___ Stored data
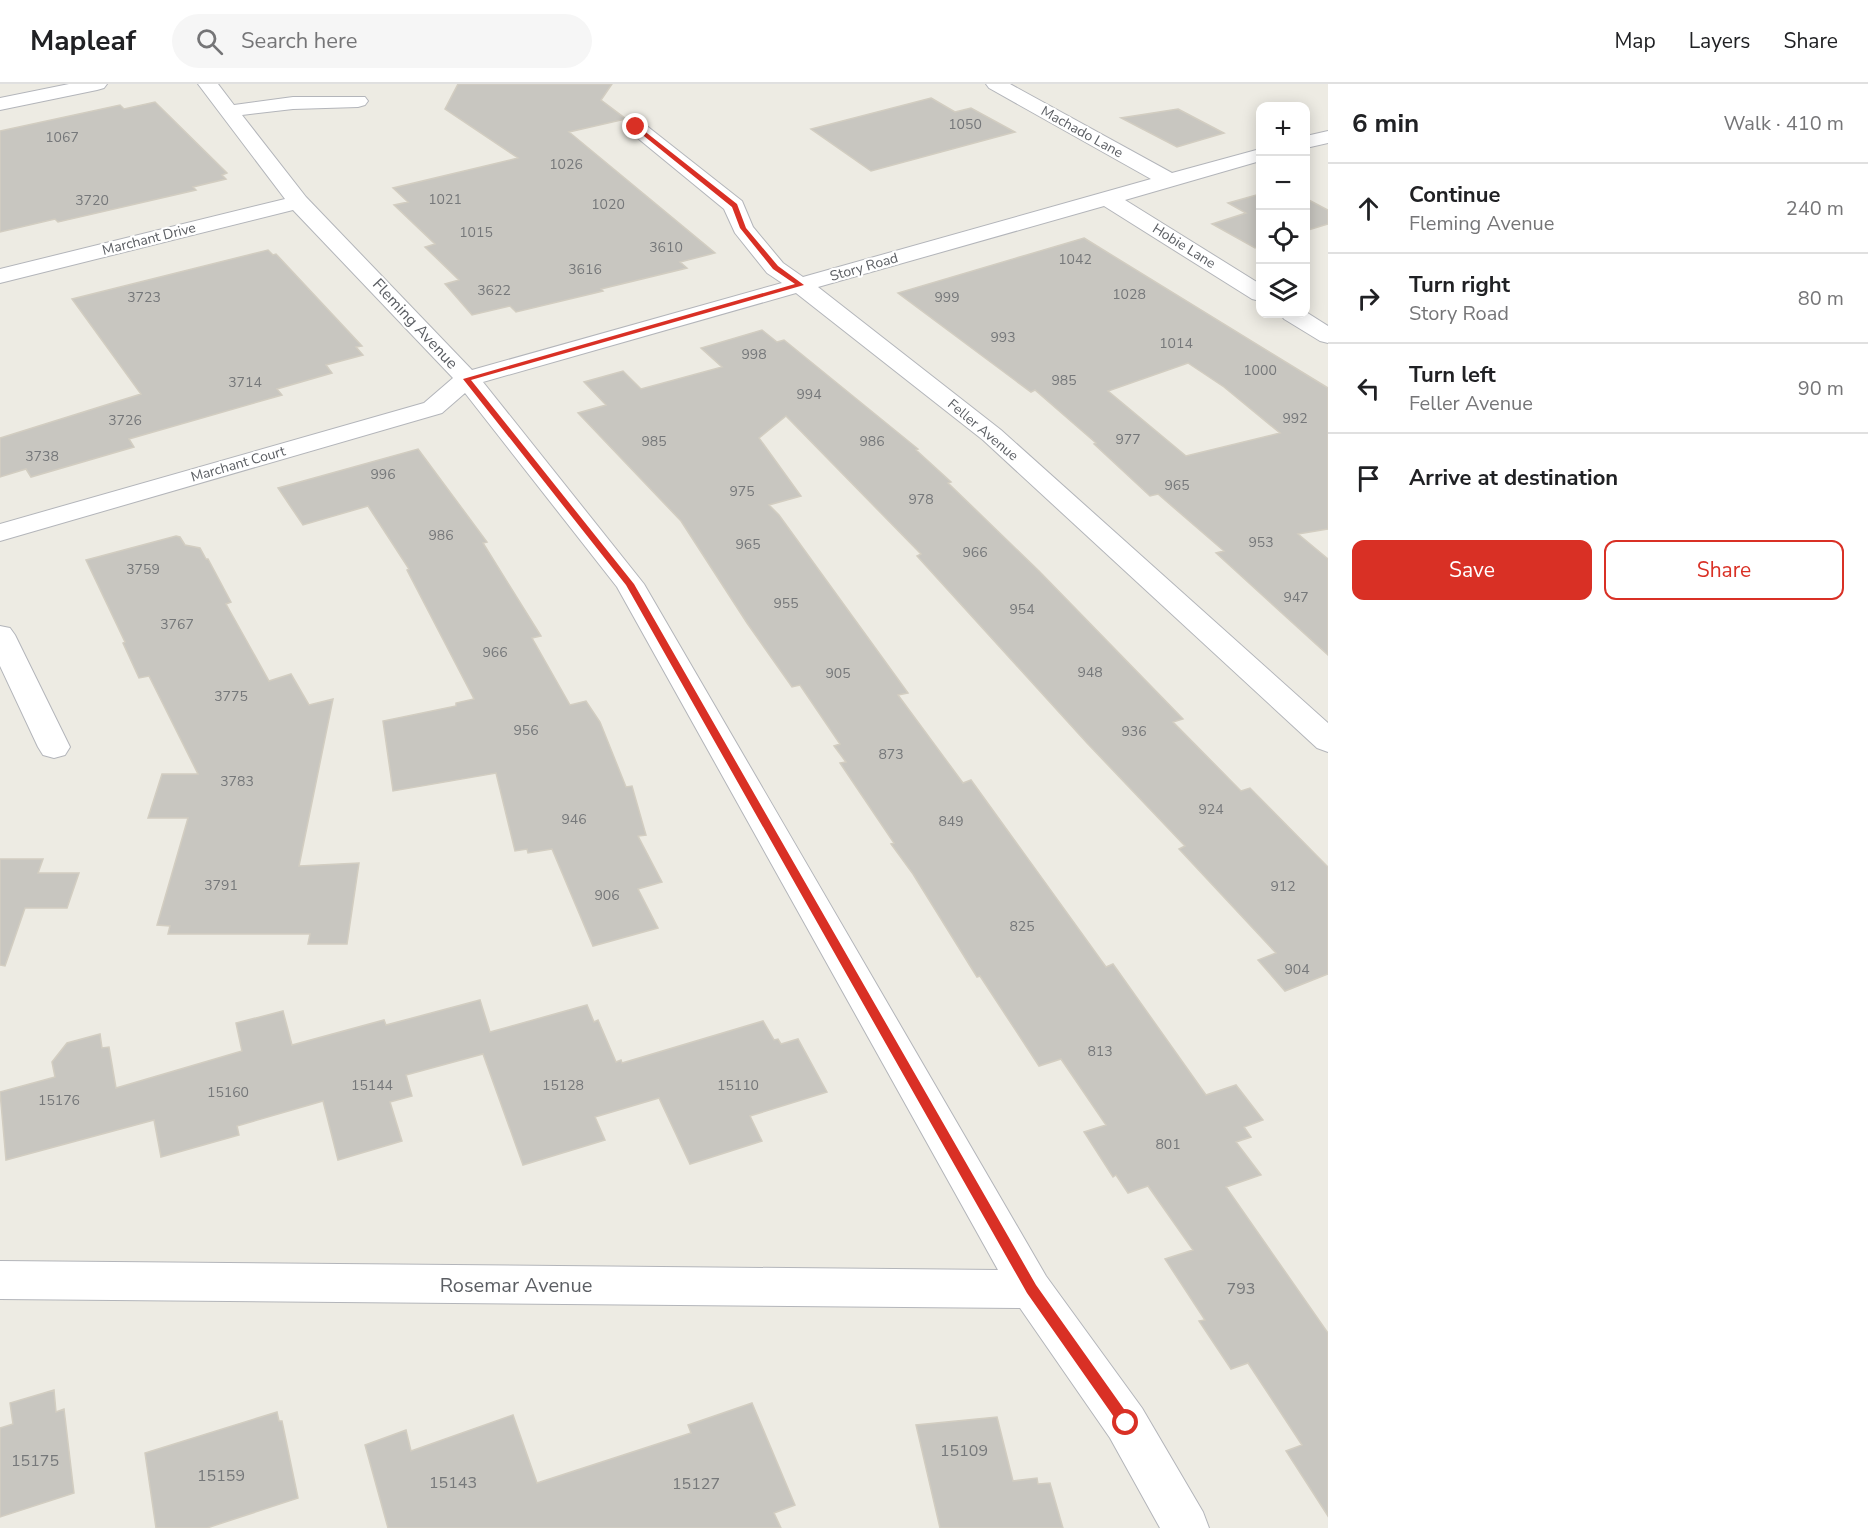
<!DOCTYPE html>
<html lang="en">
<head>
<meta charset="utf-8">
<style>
	body { margin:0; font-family:"Nunito Sans",sans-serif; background:#f6f6f6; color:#202124 }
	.controls { position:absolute; right:18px; top:18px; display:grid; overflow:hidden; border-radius:12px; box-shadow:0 3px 15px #0003 }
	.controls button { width:54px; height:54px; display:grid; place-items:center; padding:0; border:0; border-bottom:2px solid #e0e0e0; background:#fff; color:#202124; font:30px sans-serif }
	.stop { position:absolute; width:18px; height:18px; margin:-14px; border:4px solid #d93025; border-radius:50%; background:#fff }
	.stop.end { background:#d93025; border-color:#fff; box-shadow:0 2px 6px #0008 }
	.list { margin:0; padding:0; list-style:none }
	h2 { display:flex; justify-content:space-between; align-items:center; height:78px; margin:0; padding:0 24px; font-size:26px }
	h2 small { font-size:20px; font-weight:400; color:#757577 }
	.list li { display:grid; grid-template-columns:39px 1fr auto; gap:18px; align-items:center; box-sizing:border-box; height:90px; padding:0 24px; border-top:2px solid #e0e0e0 }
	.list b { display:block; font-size:22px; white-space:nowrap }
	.list p { margin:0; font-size:20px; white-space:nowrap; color:#757577 }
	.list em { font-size:20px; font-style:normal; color:#757577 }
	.actions { display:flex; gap:12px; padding:18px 24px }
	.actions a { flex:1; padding:14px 0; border:2px solid #d93025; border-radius:12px; text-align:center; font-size:21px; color:#d93025 }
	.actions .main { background:#d93025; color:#fff }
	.icon { flex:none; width:33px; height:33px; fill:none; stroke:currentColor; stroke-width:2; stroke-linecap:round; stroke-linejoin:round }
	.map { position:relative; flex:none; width:1328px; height:1444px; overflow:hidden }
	header { display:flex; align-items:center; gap:36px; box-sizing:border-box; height:84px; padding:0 30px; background:#fff; border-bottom:2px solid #e0e0e0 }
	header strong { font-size:28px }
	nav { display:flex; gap:33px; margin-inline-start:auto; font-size:21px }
	.search { width:420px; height:54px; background:#f6f6f6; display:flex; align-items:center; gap:15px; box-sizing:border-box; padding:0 21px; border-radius:33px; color:#757577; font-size:22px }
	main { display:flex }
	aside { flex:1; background:#fff }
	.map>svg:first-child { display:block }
	.building { fill:#c8c6c0; stroke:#d2cdc1; stroke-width:1.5; fill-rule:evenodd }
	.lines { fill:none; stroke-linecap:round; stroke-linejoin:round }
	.minor-casing { stroke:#b3b5ba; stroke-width:2 }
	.minor { fill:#fff; fill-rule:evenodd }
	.route { fill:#d93025 }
	.labels { text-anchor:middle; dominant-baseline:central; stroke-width:4.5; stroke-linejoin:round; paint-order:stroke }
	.number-label { font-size:14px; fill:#76787a }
	.far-street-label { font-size:14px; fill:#5b5e63; stroke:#fff }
	.street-label { font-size:16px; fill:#5b5e63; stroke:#fff }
	.near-number-label { font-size:16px; fill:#76787a }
	.near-street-label { font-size:20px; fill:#5b5e63; stroke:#fff }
</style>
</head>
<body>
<header>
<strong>Mapleaf</strong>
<div class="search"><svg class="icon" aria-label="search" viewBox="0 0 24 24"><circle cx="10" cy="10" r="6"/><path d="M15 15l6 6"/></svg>Search here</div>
<nav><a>Map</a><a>Layers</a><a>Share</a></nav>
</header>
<main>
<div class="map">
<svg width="1328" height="1444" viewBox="0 0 1328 1444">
	<rect width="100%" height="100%" fill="#edebe3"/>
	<!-- building -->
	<path class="building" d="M 458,0 L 612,0 L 601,16 L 626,35 L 569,48 L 715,169 L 680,178 L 687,184 L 601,205 L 603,207 L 516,228 L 510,222 L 472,231 L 445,200 L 459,196 L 425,163 L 435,160 L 394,121 L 408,118 L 393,104 L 518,74 L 445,25 Z
		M 931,14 L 955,28 L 971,24 L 1015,48 L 871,87 L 811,45 Z
		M 155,18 L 227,89 L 222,91 L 226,95 L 193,103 L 196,106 L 58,138 L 55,135 L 0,148 L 0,47 L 120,21 L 124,25 Z
		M 1178,25 L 1224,49 L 1177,63 L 1121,34 Z
		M 1260,110 L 1260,162 L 1255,164 L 1212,140 L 1246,129 L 1228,119 Z
		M 1305,114 L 1328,126 L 1328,140 L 1305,147 Z
		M 1084,154 L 1328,304 L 1328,445 L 1298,450 L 1328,475 L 1328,571 L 1216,469 L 1224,467 L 1158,410 L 1150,412 L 1094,360 L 1096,359 L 1035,306 L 1031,308 L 1016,297 L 898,209 ZM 1188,279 L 1224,303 L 1280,349 L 1186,372 L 1108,307 Z
		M 268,166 L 273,171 L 276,170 L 362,262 L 356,263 L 363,271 L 326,281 L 332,289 L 277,305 L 282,311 L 129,355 L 134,363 L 31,393 L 26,385 L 0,393 L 0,354 L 141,310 L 72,215 Z
		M 762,246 L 777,258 L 784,256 L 918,365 L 916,366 L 951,398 L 948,399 L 1039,487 L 1183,635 L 1173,638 L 1241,707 L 1250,704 L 1328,783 L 1328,890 L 1285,907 L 1258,876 L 1276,869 L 1179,765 L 1185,762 L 1087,659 L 917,472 L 921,470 L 786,332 L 759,354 L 801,412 L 769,421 L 779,431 L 908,609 L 898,611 L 963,699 L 971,696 L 1106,883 L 1113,880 L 1206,1011 L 1236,1001 L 1263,1036 L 1244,1043 L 1251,1053 L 1236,1058 L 1261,1091 L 1226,1103 L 1328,1249 L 1328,1432 L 1286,1367 L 1302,1361 L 1248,1279 L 1231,1285 L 1199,1237 L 1205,1236 L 1165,1175 L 1193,1166 L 1148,1102 L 1128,1109 L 1116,1091 L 1113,1093 L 1084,1048 L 1106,1041 L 1061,975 L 1039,982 L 980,892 L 977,893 L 913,790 L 891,760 L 894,759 L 840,679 L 846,678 L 834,662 L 840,660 L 800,601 L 792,603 L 747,539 L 681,437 L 578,329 L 606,321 L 584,298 L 623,287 L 641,305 L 722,283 L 701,264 Z
		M 418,365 L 487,458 L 483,459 L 541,552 L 532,554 L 570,621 L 586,617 L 600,638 L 626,703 L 632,702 L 646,751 L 638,752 L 662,798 L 638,805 L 658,844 L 593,862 L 552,765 L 528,769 L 527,765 L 515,767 L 496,689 L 393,707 L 383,637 L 456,622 L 456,619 L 474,615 L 407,486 L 409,485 L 368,422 L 303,441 L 278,404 Z
		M 176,452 L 180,453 L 185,461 L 200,464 L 206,475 L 208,475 L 231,518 L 226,520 L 269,597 L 291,590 L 309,621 L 333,615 L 299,782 L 359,779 L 347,860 L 308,860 L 310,850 L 168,850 L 170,842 L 157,841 L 188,734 L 148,734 L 162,690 L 198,690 L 149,592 L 139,594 L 123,559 L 125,558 L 86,476 Z
		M 0,775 L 43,775 L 38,789 L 79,789 L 67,824 L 25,824 L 5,882 L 0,881 Z
		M 480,916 L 490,948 L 587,921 L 594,938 L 598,936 L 616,978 L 621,976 L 622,979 L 763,937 L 774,956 L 778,955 L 781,960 L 798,955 L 827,1008 L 750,1032 L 762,1057 L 690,1080 L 659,1014 L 595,1033 L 605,1056 L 523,1081 L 483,970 L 406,991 L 412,1012 L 390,1018 L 402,1057 L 338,1076 L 323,1017 L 237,1042 L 239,1051 L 161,1073 L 154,1036 L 6,1076 L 0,1008 L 55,993 L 52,978 L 67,959 L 100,950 L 102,964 L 109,963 L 116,1004 L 242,967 L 236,939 L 283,927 L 292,961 L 384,936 L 386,941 Z
		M 54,1306 L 56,1328 L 64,1325 L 74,1409 L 0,1433 L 0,1344 L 13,1340 L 10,1319 Z
		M 752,1319 L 795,1421 L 774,1429 L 781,1444 L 388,1444 L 365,1361 L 406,1346 L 411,1367 L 513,1331 L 537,1399 L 691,1349 L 688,1341 Z
		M 277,1328 L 279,1337 L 282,1337 L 298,1414 L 207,1444 L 156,1444 L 145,1369 Z
		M 997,1333 L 1013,1397 L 1037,1394 L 1038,1400 L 1050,1399 L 1063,1444 L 940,1444 L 916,1341 Z"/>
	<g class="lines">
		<defs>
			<path id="minor" d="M 69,0 L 107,0 L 104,4 L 97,6 L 0,26 L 0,14 Z
				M 198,0 L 218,0 L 234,21 L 293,13 L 365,13 L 368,17 L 365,21 L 358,23 L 293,25 L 242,31 L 306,113 L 472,286 L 782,199 L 767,189 L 735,149 L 724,125 L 629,47 L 626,43 L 629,39 L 643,39 L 742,117 L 753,143 L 783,179 L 803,193 L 1151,95 L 989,4 L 986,0 L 1010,0 L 1172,89 L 1260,65 L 1260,77 L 1125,116 L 1260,200 L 1260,217 L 1252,215 L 1104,122 L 818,203 L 1001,346 L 1328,639 L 1328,668 L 1317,664 L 983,356 L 796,209 L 483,298 L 644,500 L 1046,1192 L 1142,1324 L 1203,1428 L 1209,1444 L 1160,1444 L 1110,1354 L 1020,1224 L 0,1215 L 0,1177 L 998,1186 L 617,503 L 465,309 L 442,329 L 0,457 L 0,440 L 424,319 L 453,294 L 293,126 L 0,199 L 0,185 L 285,115 Z
				M 1328,47 L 1328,59 L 1306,64 L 1306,52 Z
				M 1306,228 L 1328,242 L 1328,259 L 1320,257 L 1284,235 L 1280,230 Z
				M 0,542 L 10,544 L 15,551 L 70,663 L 65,671 L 54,674 L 43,671 L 38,663 L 0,582 Z"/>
		</defs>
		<!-- minor casing -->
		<use href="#minor" class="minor-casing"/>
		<!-- minor -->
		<use href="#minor" class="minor"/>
	</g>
	<!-- route -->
	<path class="route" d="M 634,42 L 638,42 L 737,120 L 746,144 L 778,182 L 804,201 L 471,296 L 634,500 L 1036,1201 L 1131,1335 L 1133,1339 L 1131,1343 L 1126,1345 L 1121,1343 L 1027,1209 L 626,501 L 463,295 L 795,200 L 773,185 L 740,144 L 732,123 L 634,44 Z"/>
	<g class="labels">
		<!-- number labels -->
		<g class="number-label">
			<text x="965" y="40">1050</text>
			<text x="62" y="53">1067</text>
			<text x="566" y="80">1026</text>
			<text x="445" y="115">1021</text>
			<text x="92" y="116">3720</text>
			<text x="608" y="120">1020</text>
			<text x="476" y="148">1015</text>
			<text x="666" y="163">3610</text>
			<text x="1075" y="175">1042</text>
			<text x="585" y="185">3616</text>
			<text x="494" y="206">3622</text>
			<text x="1129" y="210">1028</text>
			<text x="144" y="213">3723</text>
			<text x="947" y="213">999</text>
			<text x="1003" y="253">993</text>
			<text x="1176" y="259">1014</text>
			<text x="754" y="270">998</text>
			<text x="1260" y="286">1000</text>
			<text x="1064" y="296">985</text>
			<text x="245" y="298">3714</text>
			<text x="809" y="310">994</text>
			<text x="1295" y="334">992</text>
			<text x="125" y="336">3726</text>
			<text x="1128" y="355">977</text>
			<text x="654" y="357">985</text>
			<text x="872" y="357">986</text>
			<text x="42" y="372">3738</text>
			<text x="383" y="390">996</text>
			<text x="1177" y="401">965</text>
			<text x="742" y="407">975</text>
			<text x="921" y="415">978</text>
			<text x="441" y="451">986</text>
			<text x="1261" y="458">953</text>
			<text x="748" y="460">965</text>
			<text x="975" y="468">966</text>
			<text x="143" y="485">3759</text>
			<text x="1296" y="513">947</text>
			<text x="786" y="519">955</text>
			<text x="1022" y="525">954</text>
			<text x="177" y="540">3767</text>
			<text x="495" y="568">966</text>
			<text x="1090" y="588">948</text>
			<text x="838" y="589">905</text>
			<text x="231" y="612">3775</text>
			<text x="526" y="646">956</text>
			<text x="1134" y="647">936</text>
			<text x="891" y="670">873</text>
			<text x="237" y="697">3783</text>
			<text x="1211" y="725">924</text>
			<text x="574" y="735">946</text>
			<text x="951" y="737">849</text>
			<text x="221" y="801">3791</text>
			<text x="1283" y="802">912</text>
			<text x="607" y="811">906</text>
			<text x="1022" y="842">825</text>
			<text x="1297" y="885">904</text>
			<text x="1100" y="967">813</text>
			<text x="372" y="1001">15144</text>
			<text x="563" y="1001">15128</text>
			<text x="738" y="1001">15110</text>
			<text x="228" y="1008">15160</text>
			<text x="59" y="1016">15176</text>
			<text x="1168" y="1060">801</text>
		</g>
		<!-- far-street labels -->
		<g class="far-street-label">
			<text transform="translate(1082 48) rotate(29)">Machado Lane</text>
			<text transform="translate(149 155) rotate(-14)">Marchant Drive</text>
			<text transform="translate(1184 162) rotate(32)">Hobie Lane</text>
			<text transform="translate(864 183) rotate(-16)">Story Road</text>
			<text transform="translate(983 346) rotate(40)">Feller Avenue</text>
			<text transform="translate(238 380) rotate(-16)">Marchant Court</text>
		</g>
		<!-- street labels -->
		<g class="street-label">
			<text transform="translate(415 240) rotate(47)">Fleming Avenue</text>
		</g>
		<!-- near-number labels -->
		<g class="near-number-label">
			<text x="1241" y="1205">793</text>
			<text x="964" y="1367">15109</text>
			<text x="35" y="1377">15175</text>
			<text x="221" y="1392">15159</text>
			<text x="453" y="1399">15143</text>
			<text x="696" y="1400">15127</text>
		</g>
		<!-- near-street labels -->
		<g class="near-street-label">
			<text x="516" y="1201">Rosemar Avenue</text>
		</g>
	</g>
</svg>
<div class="controls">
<button>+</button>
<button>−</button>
<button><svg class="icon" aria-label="locate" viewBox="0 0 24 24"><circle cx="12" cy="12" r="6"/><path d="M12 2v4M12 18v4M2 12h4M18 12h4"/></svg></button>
<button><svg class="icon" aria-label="layers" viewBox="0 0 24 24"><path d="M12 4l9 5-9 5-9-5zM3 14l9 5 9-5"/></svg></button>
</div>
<div class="stop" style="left:1126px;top:1339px"></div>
<div class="stop end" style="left:636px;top:43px"></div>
</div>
<aside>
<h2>6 min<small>Walk · 410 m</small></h2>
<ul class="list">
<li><svg class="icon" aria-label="ahead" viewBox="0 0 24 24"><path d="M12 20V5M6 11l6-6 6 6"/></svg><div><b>Continue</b><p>Fleming Avenue</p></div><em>240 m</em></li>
<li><svg class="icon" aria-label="right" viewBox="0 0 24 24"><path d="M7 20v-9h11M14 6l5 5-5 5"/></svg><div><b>Turn right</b><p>Story Road</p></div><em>80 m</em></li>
<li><svg class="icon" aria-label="left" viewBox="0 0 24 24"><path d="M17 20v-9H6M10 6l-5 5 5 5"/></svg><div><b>Turn left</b><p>Feller Avenue</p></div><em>90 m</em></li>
<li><svg class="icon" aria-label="arrive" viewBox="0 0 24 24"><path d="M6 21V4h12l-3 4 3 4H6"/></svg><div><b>Arrive at destination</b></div></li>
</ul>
<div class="actions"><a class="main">Save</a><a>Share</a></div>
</aside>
</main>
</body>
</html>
______
What is needed: The required answer is an exact, picture-free copy of the lines from the opening of the listing above through the line with "flex:none; width:33px; height:33px;".

Task response:
<!DOCTYPE html>
<html lang="en">
<head>
<meta charset="utf-8">
<style>
	body { margin:0; font-family:"Nunito Sans",sans-serif; background:#f6f6f6; color:#202124 }
	.controls { position:absolute; right:18px; top:18px; display:grid; overflow:hidden; border-radius:12px; box-shadow:0 3px 15px #0003 }
	.controls button { width:54px; height:54px; display:grid; place-items:center; padding:0; border:0; border-bottom:2px solid #e0e0e0; background:#fff; color:#202124; font:30px sans-serif }
	.stop { position:absolute; width:18px; height:18px; margin:-14px; border:4px solid #d93025; border-radius:50%; background:#fff }
	.stop.end { background:#d93025; border-color:#fff; box-shadow:0 2px 6px #0008 }
	.list { margin:0; padding:0; list-style:none }
	h2 { display:flex; justify-content:space-between; align-items:center; height:78px; margin:0; padding:0 24px; font-size:26px }
	h2 small { font-size:20px; font-weight:400; color:#757577 }
	.list li { display:grid; grid-template-columns:39px 1fr auto; gap:18px; align-items:center; box-sizing:border-box; height:90px; padding:0 24px; border-top:2px solid #e0e0e0 }
	.list b { display:block; font-size:22px; white-space:nowrap }
	.list p { margin:0; font-size:20px; white-space:nowrap; color:#757577 }
	.list em { font-size:20px; font-style:normal; color:#757577 }
	.actions { display:flex; gap:12px; padding:18px 24px }
	.actions a { flex:1; padding:14px 0; border:2px solid #d93025; border-radius:12px; text-align:center; font-size:21px; color:#d93025 }
	.actions .main { background:#d93025; color:#fff }
	.icon { flex:none; width:33px; height:33px; fill:none; stroke:currentColor; stroke-width:2; stroke-linecap:round; stroke-linejoin:round }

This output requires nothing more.